(ASSIGNMENT) Nothing is needed except the lines below that run from the one with "M600,168l3,11 -2,28 -31,37h-5l1,5" through the one with "M723,263l81,57 -18,20 -81,-58z", repeated exactly.

(Saved data entries)
--------------------------------

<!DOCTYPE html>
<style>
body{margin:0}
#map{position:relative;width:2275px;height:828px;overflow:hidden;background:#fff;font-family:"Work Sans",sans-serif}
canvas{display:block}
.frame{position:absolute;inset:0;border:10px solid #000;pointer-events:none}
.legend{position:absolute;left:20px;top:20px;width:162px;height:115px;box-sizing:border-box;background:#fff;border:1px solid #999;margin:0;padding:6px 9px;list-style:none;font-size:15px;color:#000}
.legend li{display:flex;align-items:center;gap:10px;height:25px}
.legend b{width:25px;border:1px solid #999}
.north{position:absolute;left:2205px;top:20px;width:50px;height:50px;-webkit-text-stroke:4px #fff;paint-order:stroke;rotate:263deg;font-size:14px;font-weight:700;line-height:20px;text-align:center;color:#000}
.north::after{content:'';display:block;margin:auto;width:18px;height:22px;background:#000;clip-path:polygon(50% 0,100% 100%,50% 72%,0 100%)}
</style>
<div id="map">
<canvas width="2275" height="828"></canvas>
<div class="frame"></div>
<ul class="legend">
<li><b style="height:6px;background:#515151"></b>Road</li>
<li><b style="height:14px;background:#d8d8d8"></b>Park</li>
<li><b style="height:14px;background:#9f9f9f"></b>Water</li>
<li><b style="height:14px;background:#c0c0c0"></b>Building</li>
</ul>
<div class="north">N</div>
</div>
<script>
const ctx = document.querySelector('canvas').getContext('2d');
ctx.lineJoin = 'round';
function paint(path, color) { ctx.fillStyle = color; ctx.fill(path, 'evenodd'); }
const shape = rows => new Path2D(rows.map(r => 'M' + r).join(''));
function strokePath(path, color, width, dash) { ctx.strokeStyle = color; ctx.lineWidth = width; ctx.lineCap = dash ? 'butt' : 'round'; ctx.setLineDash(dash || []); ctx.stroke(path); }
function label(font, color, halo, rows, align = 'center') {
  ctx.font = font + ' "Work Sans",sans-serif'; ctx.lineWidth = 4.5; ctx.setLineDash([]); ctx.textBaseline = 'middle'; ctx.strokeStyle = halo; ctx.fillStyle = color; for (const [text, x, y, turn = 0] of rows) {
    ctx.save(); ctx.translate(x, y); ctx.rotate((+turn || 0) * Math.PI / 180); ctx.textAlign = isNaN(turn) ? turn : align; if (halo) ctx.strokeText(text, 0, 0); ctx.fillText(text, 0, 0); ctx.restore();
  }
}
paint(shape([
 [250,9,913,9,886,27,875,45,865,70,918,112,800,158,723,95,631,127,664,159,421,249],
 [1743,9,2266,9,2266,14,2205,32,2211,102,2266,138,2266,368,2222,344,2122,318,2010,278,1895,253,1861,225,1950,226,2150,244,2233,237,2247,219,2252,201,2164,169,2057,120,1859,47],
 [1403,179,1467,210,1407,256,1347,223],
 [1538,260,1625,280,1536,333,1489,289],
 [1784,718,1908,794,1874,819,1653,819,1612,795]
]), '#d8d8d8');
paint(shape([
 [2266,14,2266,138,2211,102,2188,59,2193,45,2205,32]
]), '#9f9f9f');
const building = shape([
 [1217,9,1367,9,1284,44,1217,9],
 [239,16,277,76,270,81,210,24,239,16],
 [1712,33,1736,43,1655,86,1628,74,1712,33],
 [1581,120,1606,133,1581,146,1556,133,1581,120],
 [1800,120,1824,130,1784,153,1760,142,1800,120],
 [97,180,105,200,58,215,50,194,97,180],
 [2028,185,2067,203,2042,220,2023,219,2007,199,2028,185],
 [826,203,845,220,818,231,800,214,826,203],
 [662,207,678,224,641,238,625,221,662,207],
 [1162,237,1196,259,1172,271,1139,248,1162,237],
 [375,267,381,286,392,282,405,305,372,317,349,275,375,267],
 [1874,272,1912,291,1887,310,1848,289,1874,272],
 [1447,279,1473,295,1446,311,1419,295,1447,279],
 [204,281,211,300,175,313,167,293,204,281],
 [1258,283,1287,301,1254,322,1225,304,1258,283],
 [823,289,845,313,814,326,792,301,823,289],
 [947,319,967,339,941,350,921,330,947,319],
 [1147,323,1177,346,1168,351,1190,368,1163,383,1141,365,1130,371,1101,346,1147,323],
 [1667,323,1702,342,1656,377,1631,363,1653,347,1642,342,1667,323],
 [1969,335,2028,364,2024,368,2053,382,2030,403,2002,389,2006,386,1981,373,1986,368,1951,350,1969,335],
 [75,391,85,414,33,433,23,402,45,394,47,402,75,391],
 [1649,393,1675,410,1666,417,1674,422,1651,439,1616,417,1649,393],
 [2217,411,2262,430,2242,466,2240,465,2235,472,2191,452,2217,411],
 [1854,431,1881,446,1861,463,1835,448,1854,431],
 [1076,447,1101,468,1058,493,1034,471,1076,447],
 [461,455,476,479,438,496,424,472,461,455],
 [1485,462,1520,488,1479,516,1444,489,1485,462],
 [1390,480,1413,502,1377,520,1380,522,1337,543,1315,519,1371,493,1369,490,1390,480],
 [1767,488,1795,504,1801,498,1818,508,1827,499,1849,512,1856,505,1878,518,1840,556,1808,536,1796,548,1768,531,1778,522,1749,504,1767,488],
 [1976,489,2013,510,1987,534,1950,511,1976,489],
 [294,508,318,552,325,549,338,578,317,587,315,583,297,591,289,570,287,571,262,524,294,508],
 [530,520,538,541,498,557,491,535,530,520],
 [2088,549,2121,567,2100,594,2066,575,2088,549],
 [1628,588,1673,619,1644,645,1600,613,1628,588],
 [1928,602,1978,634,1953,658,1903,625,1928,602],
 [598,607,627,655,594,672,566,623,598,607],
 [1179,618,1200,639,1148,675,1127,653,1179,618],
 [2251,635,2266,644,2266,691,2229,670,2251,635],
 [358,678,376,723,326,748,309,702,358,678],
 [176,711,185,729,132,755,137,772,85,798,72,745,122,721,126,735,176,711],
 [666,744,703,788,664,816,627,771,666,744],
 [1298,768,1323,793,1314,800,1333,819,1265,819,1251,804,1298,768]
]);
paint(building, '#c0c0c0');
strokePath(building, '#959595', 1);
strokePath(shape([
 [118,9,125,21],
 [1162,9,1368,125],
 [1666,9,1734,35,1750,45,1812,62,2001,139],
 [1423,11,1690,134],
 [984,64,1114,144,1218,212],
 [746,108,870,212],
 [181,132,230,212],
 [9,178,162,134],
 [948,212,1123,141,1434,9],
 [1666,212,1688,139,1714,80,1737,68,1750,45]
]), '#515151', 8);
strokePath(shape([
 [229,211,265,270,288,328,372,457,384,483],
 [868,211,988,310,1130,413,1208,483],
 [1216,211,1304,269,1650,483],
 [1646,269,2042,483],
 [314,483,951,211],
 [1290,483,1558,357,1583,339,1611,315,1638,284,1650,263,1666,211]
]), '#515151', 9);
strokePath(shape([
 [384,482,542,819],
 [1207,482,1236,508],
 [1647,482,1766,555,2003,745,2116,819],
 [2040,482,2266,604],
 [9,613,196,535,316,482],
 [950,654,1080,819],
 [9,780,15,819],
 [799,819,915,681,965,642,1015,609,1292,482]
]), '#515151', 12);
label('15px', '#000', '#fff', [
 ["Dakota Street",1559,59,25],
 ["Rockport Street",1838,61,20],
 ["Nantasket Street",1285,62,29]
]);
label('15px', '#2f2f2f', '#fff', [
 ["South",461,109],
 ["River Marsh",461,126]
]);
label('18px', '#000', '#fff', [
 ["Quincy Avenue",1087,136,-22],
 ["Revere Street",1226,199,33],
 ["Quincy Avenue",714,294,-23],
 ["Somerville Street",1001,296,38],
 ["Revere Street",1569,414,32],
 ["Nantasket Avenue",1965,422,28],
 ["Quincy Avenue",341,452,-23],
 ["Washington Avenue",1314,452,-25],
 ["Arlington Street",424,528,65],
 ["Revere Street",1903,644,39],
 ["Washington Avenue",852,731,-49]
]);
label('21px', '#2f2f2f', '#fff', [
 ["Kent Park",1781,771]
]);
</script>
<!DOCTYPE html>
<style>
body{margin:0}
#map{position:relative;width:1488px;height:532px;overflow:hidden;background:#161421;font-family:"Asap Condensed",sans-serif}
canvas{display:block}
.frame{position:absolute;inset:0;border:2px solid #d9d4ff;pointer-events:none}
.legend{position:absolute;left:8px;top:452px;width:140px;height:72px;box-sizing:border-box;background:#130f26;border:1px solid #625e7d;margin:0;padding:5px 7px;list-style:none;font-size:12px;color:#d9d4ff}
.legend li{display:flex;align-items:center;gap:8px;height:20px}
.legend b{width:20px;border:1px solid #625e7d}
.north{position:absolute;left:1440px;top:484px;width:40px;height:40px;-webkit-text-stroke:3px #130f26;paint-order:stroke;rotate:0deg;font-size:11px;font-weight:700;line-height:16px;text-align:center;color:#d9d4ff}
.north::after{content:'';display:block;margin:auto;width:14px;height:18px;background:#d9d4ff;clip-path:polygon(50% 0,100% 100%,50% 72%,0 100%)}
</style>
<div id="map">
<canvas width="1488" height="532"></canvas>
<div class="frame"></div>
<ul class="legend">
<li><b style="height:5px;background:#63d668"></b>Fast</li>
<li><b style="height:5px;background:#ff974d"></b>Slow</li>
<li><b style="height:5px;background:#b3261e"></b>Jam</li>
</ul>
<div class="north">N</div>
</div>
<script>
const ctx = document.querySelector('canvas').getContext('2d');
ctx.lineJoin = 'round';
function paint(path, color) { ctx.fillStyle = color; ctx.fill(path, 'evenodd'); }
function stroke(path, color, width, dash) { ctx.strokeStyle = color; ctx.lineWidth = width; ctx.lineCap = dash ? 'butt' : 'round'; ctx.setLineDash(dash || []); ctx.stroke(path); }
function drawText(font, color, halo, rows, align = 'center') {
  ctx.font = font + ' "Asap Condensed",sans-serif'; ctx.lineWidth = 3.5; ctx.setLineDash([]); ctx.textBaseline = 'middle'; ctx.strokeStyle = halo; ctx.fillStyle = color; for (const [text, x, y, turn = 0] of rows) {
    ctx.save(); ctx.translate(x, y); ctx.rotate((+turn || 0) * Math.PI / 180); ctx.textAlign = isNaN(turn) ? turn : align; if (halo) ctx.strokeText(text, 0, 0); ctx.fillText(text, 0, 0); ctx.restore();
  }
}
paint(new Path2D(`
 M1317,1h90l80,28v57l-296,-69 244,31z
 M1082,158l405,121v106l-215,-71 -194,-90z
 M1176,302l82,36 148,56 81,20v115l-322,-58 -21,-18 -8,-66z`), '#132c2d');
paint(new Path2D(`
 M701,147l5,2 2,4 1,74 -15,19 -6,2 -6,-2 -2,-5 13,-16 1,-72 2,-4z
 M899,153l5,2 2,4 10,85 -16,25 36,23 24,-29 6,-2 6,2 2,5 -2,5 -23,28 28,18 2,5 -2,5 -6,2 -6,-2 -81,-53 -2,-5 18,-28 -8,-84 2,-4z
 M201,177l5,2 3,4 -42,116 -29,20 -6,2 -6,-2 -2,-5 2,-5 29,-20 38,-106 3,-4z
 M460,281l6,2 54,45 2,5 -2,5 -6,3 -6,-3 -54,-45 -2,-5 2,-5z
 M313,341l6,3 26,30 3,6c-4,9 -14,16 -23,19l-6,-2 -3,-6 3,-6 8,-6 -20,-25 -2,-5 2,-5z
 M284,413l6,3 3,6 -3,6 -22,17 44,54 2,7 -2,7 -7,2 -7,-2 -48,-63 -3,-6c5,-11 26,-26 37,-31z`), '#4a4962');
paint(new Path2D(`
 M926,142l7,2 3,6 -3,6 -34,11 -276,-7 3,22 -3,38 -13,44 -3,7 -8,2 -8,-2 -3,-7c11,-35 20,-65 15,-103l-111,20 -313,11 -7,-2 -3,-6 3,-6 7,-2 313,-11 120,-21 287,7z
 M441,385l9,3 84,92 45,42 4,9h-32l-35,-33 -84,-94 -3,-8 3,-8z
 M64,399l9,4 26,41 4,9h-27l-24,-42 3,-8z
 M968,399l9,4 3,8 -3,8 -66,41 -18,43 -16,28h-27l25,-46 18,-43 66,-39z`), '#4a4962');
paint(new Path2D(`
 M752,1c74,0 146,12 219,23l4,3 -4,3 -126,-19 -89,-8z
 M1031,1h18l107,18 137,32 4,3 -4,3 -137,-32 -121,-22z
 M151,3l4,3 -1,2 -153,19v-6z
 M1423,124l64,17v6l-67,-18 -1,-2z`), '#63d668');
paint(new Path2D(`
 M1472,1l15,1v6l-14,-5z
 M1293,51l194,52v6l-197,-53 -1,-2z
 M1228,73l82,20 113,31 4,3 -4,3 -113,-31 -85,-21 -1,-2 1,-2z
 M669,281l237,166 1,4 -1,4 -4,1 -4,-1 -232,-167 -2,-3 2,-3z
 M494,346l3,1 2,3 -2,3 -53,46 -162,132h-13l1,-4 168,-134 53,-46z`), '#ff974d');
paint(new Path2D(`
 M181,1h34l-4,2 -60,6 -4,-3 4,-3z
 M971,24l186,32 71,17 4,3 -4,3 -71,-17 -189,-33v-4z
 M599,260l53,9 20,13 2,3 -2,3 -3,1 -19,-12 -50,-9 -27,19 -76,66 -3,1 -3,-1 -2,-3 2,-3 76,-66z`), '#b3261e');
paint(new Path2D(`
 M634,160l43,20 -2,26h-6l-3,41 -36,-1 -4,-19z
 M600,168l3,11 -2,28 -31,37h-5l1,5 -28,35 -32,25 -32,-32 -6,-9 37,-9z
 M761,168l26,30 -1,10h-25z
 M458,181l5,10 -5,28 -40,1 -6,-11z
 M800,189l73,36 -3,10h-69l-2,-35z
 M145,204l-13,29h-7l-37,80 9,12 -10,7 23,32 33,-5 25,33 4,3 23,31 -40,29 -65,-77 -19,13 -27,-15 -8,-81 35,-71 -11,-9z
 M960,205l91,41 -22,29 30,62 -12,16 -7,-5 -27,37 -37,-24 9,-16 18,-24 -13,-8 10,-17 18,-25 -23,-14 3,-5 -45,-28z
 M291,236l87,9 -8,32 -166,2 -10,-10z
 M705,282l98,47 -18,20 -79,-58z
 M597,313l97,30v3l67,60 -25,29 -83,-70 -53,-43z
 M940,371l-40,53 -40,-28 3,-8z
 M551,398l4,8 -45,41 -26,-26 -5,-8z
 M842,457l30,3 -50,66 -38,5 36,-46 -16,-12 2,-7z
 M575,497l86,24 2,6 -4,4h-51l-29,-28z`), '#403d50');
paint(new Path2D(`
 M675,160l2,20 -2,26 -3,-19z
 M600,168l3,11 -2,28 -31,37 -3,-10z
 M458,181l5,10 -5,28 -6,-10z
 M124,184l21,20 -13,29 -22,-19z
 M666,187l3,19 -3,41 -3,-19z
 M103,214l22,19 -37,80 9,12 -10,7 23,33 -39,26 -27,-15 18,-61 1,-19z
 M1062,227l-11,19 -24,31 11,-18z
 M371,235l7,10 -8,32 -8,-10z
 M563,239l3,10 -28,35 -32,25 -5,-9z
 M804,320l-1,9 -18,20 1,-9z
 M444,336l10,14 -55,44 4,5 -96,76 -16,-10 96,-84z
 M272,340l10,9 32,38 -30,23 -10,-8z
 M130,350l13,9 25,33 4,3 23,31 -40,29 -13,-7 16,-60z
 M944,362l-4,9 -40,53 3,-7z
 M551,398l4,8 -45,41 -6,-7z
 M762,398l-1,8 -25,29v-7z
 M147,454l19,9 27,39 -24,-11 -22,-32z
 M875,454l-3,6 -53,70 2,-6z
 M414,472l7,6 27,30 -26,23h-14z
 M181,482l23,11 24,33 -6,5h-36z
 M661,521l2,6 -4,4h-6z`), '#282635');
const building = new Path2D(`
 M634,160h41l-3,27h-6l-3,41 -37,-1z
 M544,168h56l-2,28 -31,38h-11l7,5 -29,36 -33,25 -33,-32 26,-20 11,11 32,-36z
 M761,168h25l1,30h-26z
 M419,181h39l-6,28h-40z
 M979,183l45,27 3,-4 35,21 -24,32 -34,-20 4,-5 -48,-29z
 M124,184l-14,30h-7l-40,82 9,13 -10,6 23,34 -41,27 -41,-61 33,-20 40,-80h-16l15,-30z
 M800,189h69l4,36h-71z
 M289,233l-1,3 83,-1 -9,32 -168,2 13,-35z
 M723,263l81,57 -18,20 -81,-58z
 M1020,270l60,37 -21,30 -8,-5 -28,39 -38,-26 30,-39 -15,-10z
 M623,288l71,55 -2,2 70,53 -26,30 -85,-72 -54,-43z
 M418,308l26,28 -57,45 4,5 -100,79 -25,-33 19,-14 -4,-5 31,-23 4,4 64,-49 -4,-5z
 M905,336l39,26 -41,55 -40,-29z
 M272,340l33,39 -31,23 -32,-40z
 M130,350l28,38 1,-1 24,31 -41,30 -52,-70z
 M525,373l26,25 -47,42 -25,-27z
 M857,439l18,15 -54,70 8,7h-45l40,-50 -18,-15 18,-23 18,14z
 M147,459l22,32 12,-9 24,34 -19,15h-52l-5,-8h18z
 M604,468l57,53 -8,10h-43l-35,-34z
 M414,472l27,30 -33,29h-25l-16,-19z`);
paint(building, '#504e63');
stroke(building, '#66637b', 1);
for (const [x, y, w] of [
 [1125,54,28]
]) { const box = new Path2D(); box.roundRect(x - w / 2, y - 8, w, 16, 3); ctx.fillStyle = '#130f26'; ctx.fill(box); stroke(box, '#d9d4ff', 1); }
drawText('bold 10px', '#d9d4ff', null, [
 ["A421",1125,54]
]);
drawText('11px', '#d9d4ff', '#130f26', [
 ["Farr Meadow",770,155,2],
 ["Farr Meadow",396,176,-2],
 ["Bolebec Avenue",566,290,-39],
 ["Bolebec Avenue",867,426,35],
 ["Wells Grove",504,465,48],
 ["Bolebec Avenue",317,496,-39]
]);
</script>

--------------------------------

(SOLUTION FOR THIS EXERCISE)
 M600,168l3,11 -2,28 -31,37h-5l1,5 -28,35 -32,25 -32,-32 -6,-9 37,-9z
 M761,168l26,30 -1,10h-25z
 M458,181l5,10 -5,28 -40,1 -6,-11z
 M800,189l73,36 -3,10h-69l-2,-35z
 M145,204l-13,29h-7l-37,80 9,12 -10,7 23,32 33,-5 25,33 4,3 23,31 -40,29 -65,-77 -19,13 -27,-15 -8,-81 35,-71 -11,-9z
 M960,205l91,41 -22,29 30,62 -12,16 -7,-5 -27,37 -37,-24 9,-16 18,-24 -13,-8 10,-17 18,-25 -23,-14 3,-5 -45,-28z
 M291,236l87,9 -8,32 -166,2 -10,-10z
 M705,282l98,47 -18,20 -79,-58z
 M597,313l97,30v3l67,60 -25,29 -83,-70 -53,-43z
 M940,371l-40,53 -40,-28 3,-8z
 M551,398l4,8 -45,41 -26,-26 -5,-8z
 M842,457l30,3 -50,66 -38,5 36,-46 -16,-12 2,-7z
 M575,497l86,24 2,6 -4,4h-51l-29,-28z`), '#403d50');
paint(new Path2D(`
 M675,160l2,20 -2,26 -3,-19z
 M600,168l3,11 -2,28 -31,37 -3,-10z
 M458,181l5,10 -5,28 -6,-10z
 M124,184l21,20 -13,29 -22,-19z
 M666,187l3,19 -3,41 -3,-19z
 M103,214l22,19 -37,80 9,12 -10,7 23,33 -39,26 -27,-15 18,-61 1,-19z
 M1062,227l-11,19 -24,31 11,-18z
 M371,235l7,10 -8,32 -8,-10z
 M563,239l3,10 -28,35 -32,25 -5,-9z
 M804,320l-1,9 -18,20 1,-9z
 M444,336l10,14 -55,44 4,5 -96,76 -16,-10 96,-84z
 M272,340l10,9 32,38 -30,23 -10,-8z
 M130,350l13,9 25,33 4,3 23,31 -40,29 -13,-7 16,-60z
 M944,362l-4,9 -40,53 3,-7z
 M551,398l4,8 -45,41 -6,-7z
 M762,398l-1,8 -25,29v-7z
 M147,454l19,9 27,39 -24,-11 -22,-32z
 M875,454l-3,6 -53,70 2,-6z
 M414,472l7,6 27,30 -26,23h-14z
 M181,482l23,11 24,33 -6,5h-36z
 M661,521l2,6 -4,4h-6z`), '#282635');
const building = new Path2D(`
 M634,160h41l-3,27h-6l-3,41 -37,-1z
 M544,168h56l-2,28 -31,38h-11l7,5 -29,36 -33,25 -33,-32 26,-20 11,11 32,-36z
 M761,168h25l1,30h-26z
 M419,181h39l-6,28h-40z
 M979,183l45,27 3,-4 35,21 -24,32 -34,-20 4,-5 -48,-29z
 M124,184l-14,30h-7l-40,82 9,13 -10,6 23,34 -41,27 -41,-61 33,-20 40,-80h-16l15,-30z
 M800,189h69l4,36h-71z
 M289,233l-1,3 83,-1 -9,32 -168,2 13,-35z
 M723,263l81,57 -18,20 -81,-58z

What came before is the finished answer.